**Problem requirements**. Within these records, how many lines hold "data"? Give the number alone.

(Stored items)
====================
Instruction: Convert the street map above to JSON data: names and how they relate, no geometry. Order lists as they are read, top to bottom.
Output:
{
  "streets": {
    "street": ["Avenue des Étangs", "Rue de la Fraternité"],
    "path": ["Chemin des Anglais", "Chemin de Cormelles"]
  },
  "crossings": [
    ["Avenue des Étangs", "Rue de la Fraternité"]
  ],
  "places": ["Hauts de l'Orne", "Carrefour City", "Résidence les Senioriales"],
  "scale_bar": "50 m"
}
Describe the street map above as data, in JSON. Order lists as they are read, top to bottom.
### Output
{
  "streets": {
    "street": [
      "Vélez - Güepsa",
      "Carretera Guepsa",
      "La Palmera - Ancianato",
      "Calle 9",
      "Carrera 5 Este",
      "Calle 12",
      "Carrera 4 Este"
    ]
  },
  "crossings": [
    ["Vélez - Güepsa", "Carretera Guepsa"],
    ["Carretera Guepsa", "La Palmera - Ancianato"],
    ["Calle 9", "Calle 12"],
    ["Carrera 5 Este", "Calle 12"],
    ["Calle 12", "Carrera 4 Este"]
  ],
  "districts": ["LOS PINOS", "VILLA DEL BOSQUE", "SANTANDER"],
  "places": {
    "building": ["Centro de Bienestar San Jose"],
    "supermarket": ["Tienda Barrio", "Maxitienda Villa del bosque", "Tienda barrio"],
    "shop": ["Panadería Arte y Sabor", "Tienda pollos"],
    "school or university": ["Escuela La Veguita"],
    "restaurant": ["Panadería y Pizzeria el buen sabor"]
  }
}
====================
**Task output**. 2